The influence of prior knowledge on viewing and interpreting graphics with macroscopic and molecular representations
Sci Ed 92:848–867, 2008
Michelle Cook, Eric N. Wiebe, Glenda Carter
Previous research has indicated that the use of multiple representations with macroscopic and molecular features can improve conceptual understanding; however, the influence of prior knowledge of the domain cannot be overlooked. Using eyetracking technology and sequential analysis, this study investigated how high school students n 54 with different levels of prior knowledge transitioned among the macroscopic and molecular representations of the selected cell transport graphics. The results indicated that high prior knowledge students transitioned more frequently between the molecular representations, whereas low prior knowledge students transitioned more frequently between the macroscopic representations.

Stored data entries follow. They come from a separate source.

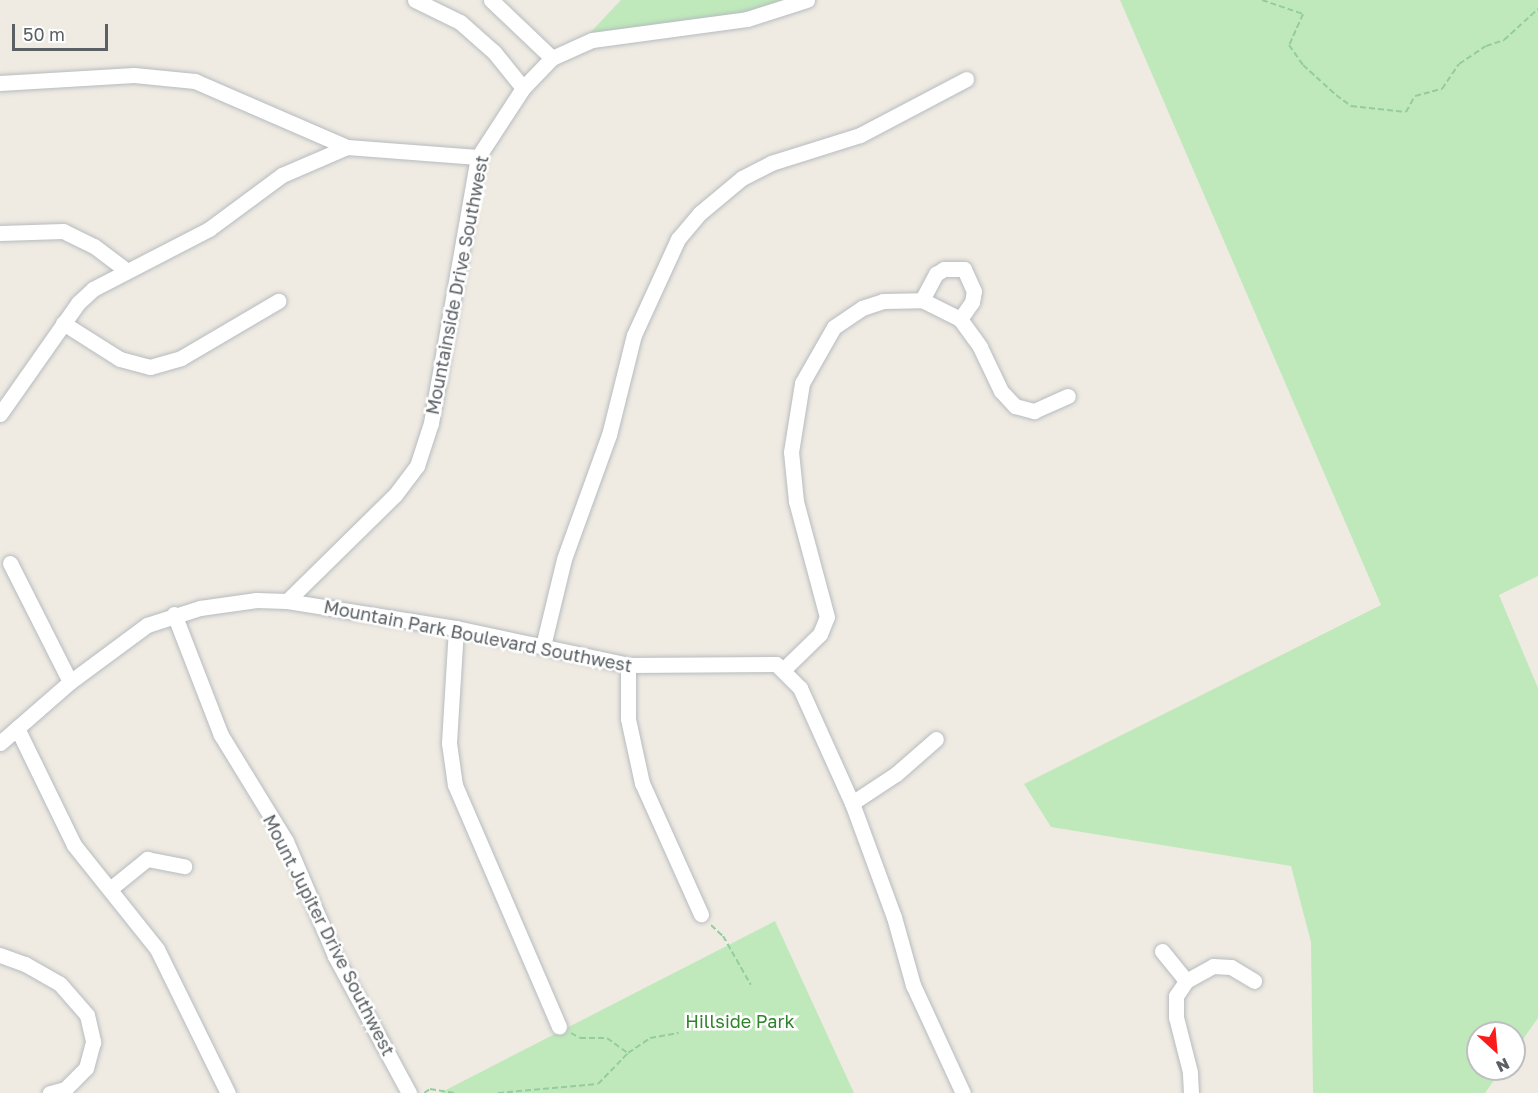 <!DOCTYPE html>
<html>
<head>
<meta charset="utf-8">
<style>
  body { margin:0 }
  #map { position:relative; width:1538px; height:1093px; overflow:hidden; background:#efebe2; font-family:"Golos Text",sans-serif }
  div>[style] { position:absolute }
  [style*='--x'] { left:calc(var(--x)*1px); top:calc(var(--y)*1px); width:calc(var(--w)*1px); rotate:calc(var(--a)*1deg) }
  .green>* { inset:0; background:#bfe9bb }
  .path>* { height:2px; margin-top:-1px; transform-origin:0; background:repeating-linear-gradient(90deg,#94cc9f 0 6px,transparent 0 9px) }
  .roads { filter:drop-shadow(0 0 2px #b7bbc0) drop-shadow(0 0 2px #b7bbc0) }
  .minor>* { height:15px; margin:-7.5px; padding:0 7.5px; transform-origin:7.5px; border-radius:7.5px; background:#fff }
  span { translate:-50% -50%; white-space:nowrap; text-align:center; line-height:1.15; -webkit-text-stroke:5px #fff; paint-order:stroke }
  .street-label { font-size:18px; color:#5a6064 }
  .park-label { font-size:18px; color:#2e832b }
  .north { position:absolute; left:1466px; top:1021px; width:60px; height:60px; box-sizing:border-box; background:#fff; border:2px solid #bdbfc1; border-radius:50%; rotate:154deg; font-size:16px; font-weight:700; line-height:24px; text-align:center; color:#5a6064 }
  .north::after { content:''; display:block; margin:auto; width:21px; height:27px; background:#fb1b1b; clip-path:polygon(50% 0,100% 100%,50% 72%,0 100%) }
  .scale { position:absolute; left:12px; top:24px; width:96px; height:27px; box-sizing:border-box; border:3px solid #5a6064; border-top:0; padding-left:8px; font-size:18px; line-height:21px; white-space:nowrap; color:#5a6064; -webkit-text-stroke:4px #fff; paint-order:stroke }
</style>
</head>
<body>
<div id="map">
  <div class="green">
    <i style="clip-path:polygon(621px 0,794px 0,653px 37px,587px 36px)"></i>
    <i style="clip-path:polygon(1120px 0,1538px 0,1538px 576px,1499px 595px,1538px 688px,1538px 1018px,1514px 1052px,1514px 1033px,1478px 1033px,1478px 1069px,1502px 1069px,1485px 1093px,1313px 1093px,1311px 942px,1291px 866px,1051px 827px,1024px 784px,1381px 605px)"></i>
    <i style="clip-path:polygon(775px 921px,854px 1093px,440px 1093px)"></i>
  </div>
  <div class="path">
    <i style="--x:1262;--y:0;--w:43;--a:18.9"></i>
    <i style="--x:1303;--y:14;--w:34;--a:114"></i>
    <i style="--x:1289;--y:45;--w:24;--a:55"></i>
    <i style="--x:1303;--y:65;--w:45;--a:42.3"></i>
    <i style="--x:1336;--y:95;--w:19;--a:36"></i>
    <i style="--x:1351;--y:106;--w:55;--a:6.2"></i>
    <i style="--x:1406;--y:112;--w:18;--a:-61"></i>
    <i style="--x:1415;--y:96;--w:28;--a:-15"></i>
    <i style="--x:1442;--y:89;--w:30;--a:-56"></i>
    <i style="--x:1459;--y:64;--w:32;--a:-34"></i>
    <i style="--x:1486;--y:46;--w:19;--a:-18"></i>
    <i style="--x:1504;--y:40;--w:46;--a:-42.4"></i>
    <i style="--x:711;--y:925;--w:16;--a:43"></i>
    <i style="--x:723;--y:936;--w:56;--a:60.3"></i>
    <i style="--x:571;--y:1033;--w:10;--a:29"></i>
    <i style="--x:580;--y:1038;--w:27;--a:0"></i>
    <i style="--x:607;--y:1038;--w:26;--a:36"></i>
    <i style="--x:424;--y:1093;--w:7;--a:-34"></i>
    <i style="--x:430;--y:1089;--w:25;--a:9"></i>
    <i style="--x:498;--y:1093;--w:100;--a:-5.1"></i>
    <i style="--x:598;--y:1084;--w:43;--a:-45.9"></i>
    <i style="--x:628;--y:1053;--w:27;--a:-34"></i>
    <i style="--x:650;--y:1038;--w:29;--a:-10"></i>
  </div>
  <div class="roads">
    <div class="minor">
      <i style="--x:415;--y:0;--w:50;--a:26.1"></i>
      <i style="--x:460;--y:22;--w:45;--a:41.4"></i>
      <i style="--x:494;--y:52;--w:46;--a:51.1"></i>
      <i style="--x:491;--y:0;--w:84;--a:43.6"></i>
      <i style="--x:0;--y:83;--w:134;--a:-3.4"></i>
      <i style="--x:134;--y:75;--w:61;--a:5.6"></i>
      <i style="--x:195;--y:81;--w:166;--a:23.5"></i>
      <i style="--x:0;--y:233;--w:63;--a:-1.8"></i>
      <i style="--x:63;--y:231;--w:34;--a:26"></i>
      <i style="--x:94;--y:246;--w:39;--a:37"></i>
      <i style="--x:922;--y:300;--w:30;--a:-62"></i>
      <i style="--x:936;--y:274;--w:9;--a:-32"></i>
      <i style="--x:944;--y:269;--w:20;--a:0"></i>
      <i style="--x:964;--y:269;--w:24;--a:66"></i>
      <i style="--x:974;--y:291;--w:11;--a:100"></i>
      <i style="--x:972;--y:302;--w:21;--a:125"></i>
      <i style="--x:63;--y:323;--w:67;--a:32.3"></i>
      <i style="--x:120;--y:359;--w:31;--a:15"></i>
      <i style="--x:150;--y:367;--w:32;--a:-16"></i>
      <i style="--x:181;--y:358;--w:113;--a:-30.4"></i>
      <i style="--x:0;--y:414;--w:136;--a:-54.9"></i>
      <i style="--x:78;--y:303;--w:21;--a:-43"></i>
      <i style="--x:93;--y:289;--w:131;--a:-27.3"></i>
      <i style="--x:209;--y:229;--w:91;--a:-36.5"></i>
      <i style="--x:282;--y:175;--w:71;--a:-23.3"></i>
      <i style="--x:347;--y:147;--w:131;--a:4.4"></i>
      <i style="--x:10;--y:563;--w:133;--a:63.2"></i>
      <i style="--x:287;--y:601;--w:151;--a:-44.5"></i>
      <i style="--x:395;--y:495;--w:36;--a:-53"></i>
      <i style="--x:417;--y:466;--w:45;--a:-72"></i>
      <i style="--x:431;--y:423;--w:270;--a:-80"></i>
      <i style="--x:478;--y:157;--w:82;--a:-56.9"></i>
      <i style="--x:523;--y:88;--w:42;--a:-46"></i>
      <i style="--x:552;--y:58;--w:44;--a:-24.2"></i>
      <i style="--x:592;--y:40;--w:156;--a:-7.7"></i>
      <i style="--x:747;--y:19;--w:63;--a:-17.6"></i>
      <i style="--x:174;--y:614;--w:130;--a:68.8"></i>
      <i style="--x:221;--y:735;--w:124;--a:58.5"></i>
      <i style="--x:286;--y:841;--w:125;--a:66.9"></i>
      <i style="--x:335;--y:956;--w:156;--a:61.6"></i>
      <i style="--x:456;--y:628;--w:115;--a:93.5"></i>
      <i style="--x:449;--y:743;--w:42;--a:81.9"></i>
      <i style="--x:455;--y:785;--w:263;--a:66.7"></i>
      <i style="--x:543;--y:646;--w:89;--a:-76.4"></i>
      <i style="--x:564;--y:559;--w:132;--a:-70.1"></i>
      <i style="--x:609;--y:435;--w:103;--a:-76"></i>
      <i style="--x:634;--y:335;--w:106;--a:-65.4"></i>
      <i style="--x:678;--y:239;--w:34;--a:-50"></i>
      <i style="--x:700;--y:213;--w:55;--a:-39.8"></i>
      <i style="--x:742;--y:178;--w:33;--a:-27"></i>
      <i style="--x:771;--y:163;--w:93;--a:-17.5"></i>
      <i style="--x:860;--y:135;--w:120;--a:-27.8"></i>
      <i style="--x:628;--y:665;--w:54;--a:90"></i>
      <i style="--x:628;--y:719;--w:66;--a:77.7"></i>
      <i style="--x:642;--y:783;--w:144;--a:65.8"></i>
      <i style="--x:784;--y:669;--w:50;--a:-44.2"></i>
      <i style="--x:820;--y:634;--w:18;--a:-68"></i>
      <i style="--x:827;--y:617;--w:120;--a:-105"></i>
      <i style="--x:796;--y:501;--w:49;--a:-95.8"></i>
      <i style="--x:791;--y:452;--w:70;--a:-80.9"></i>
      <i style="--x:802;--y:383;--w:64;--a:-60.3"></i>
      <i style="--x:834;--y:327;--w:34;--a:-34"></i>
      <i style="--x:862;--y:308;--w:22;--a:-18"></i>
      <i style="--x:883;--y:301;--w:39;--a:-1"></i>
      <i style="--x:922;--y:300;--w:42;--a:26.6"></i>
      <i style="--x:960;--y:319;--w:34;--a:54"></i>
      <i style="--x:980;--y:347;--w:49;--a:64.5"></i>
      <i style="--x:1001;--y:391;--w:21;--a:47"></i>
      <i style="--x:1015;--y:406;--w:20;--a:15"></i>
      <i style="--x:1034;--y:411;--w:37;--a:-24"></i>
      <i style="--x:17;--y:728;--w:130;--a:64"></i>
      <i style="--x:74;--y:845;--w:133;--a:51.4"></i>
      <i style="--x:157;--y:949;--w:161;--a:63.8"></i>
      <i style="--x:0;--y:743;--w:93;--a:-41.1"></i>
      <i style="--x:70;--y:682;--w:96;--a:-36.5"></i>
      <i style="--x:147;--y:625;--w:56;--a:-17.8"></i>
      <i style="--x:200;--y:608;--w:57;--a:-8.1"></i>
      <i style="--x:256;--y:600;--w:31;--a:2"></i>
      <i style="--x:287;--y:601;--w:171;--a:9.1"></i>
      <i style="--x:456;--y:628;--w:176;--a:12.1"></i>
      <i style="--x:628;--y:665;--w:148;--a:-0.4"></i>
      <i style="--x:776;--y:664;--w:34;--a:45"></i>
      <i style="--x:800;--y:688;--w:126;--a:65.7"></i>
      <i style="--x:852;--y:803;--w:121;--a:69.8"></i>
      <i style="--x:894;--y:917;--w:71;--a:74.4"></i>
      <i style="--x:913;--y:985;--w:119;--a:65.2"></i>
      <i style="--x:852;--y:803;--w:53;--a:-33.4"></i>
      <i style="--x:896;--y:774;--w:53;--a:-41.2"></i>
      <i style="--x:110;--y:889;--w:48;--a:-39"></i>
      <i style="--x:147;--y:859;--w:38;--a:11"></i>
      <i style="--x:1162;--y:951;--w:38;--a:51"></i>
      <i style="--x:0;--y:955;--w:27;--a:20"></i>
      <i style="--x:25;--y:964;--w:40;--a:29.7"></i>
      <i style="--x:60;--y:984;--w:41;--a:48.9"></i>
      <i style="--x:87;--y:1015;--w:28;--a:77"></i>
      <i style="--x:93;--y:1042;--w:27;--a:105"></i>
      <i style="--x:86;--y:1068;--w:30;--a:135"></i>
      <i style="--x:65;--y:1089;--w:16;--a:165"></i>
      <i style="--x:1191;--y:1093;--w:21;--a:-93"></i>
      <i style="--x:1190;--y:1072;--w:57;--a:-104.3"></i>
      <i style="--x:1176;--y:1017;--w:21;--a:-90"></i>
      <i style="--x:1176;--y:996;--w:18;--a:-56"></i>
      <i style="--x:1186;--y:981;--w:31;--a:-29"></i>
      <i style="--x:1213;--y:966;--w:18;--a:3"></i>
      <i style="--x:1231;--y:967;--w:27;--a:31"></i>
    </div>
  </div>
  <div class="street-label">
    <span style="left:457px;top:285px;rotate:-79deg">Mountainside Drive Southwest</span>
    <span style="left:478px;top:636px;rotate:11deg">Mountain Park Boulevard Southwest</span>
    <span style="left:329px;top:935px;rotate:63deg">Mount Jupiter Drive Southwest</span>
  </div>
  <div class="park-label">
    <span style="left:740px;top:1021px">Hillside Park</span>
  </div>
  <div class="north">N</div>
  <div class="scale">50 m</div>
</div>
</body>
</html>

These findings suggest that students with high prior knowledge distributed their visual attention on conceptually relevant features, whereas low prior knowledge students focused on surface features. In addition, low prior knowledge students transitioned more frequently between macroscopic and molecular representations, suggesting that these students were experiencing more difficulty as they were coordinating the representations. Because these students were using surface features to create linkages between the representations, they were unable to understand the underlying themes. More research on the differences in the distribution of visual attention among learners can provide further insight as to the difficulties low prior knowledge students face when interpreting multiple representations.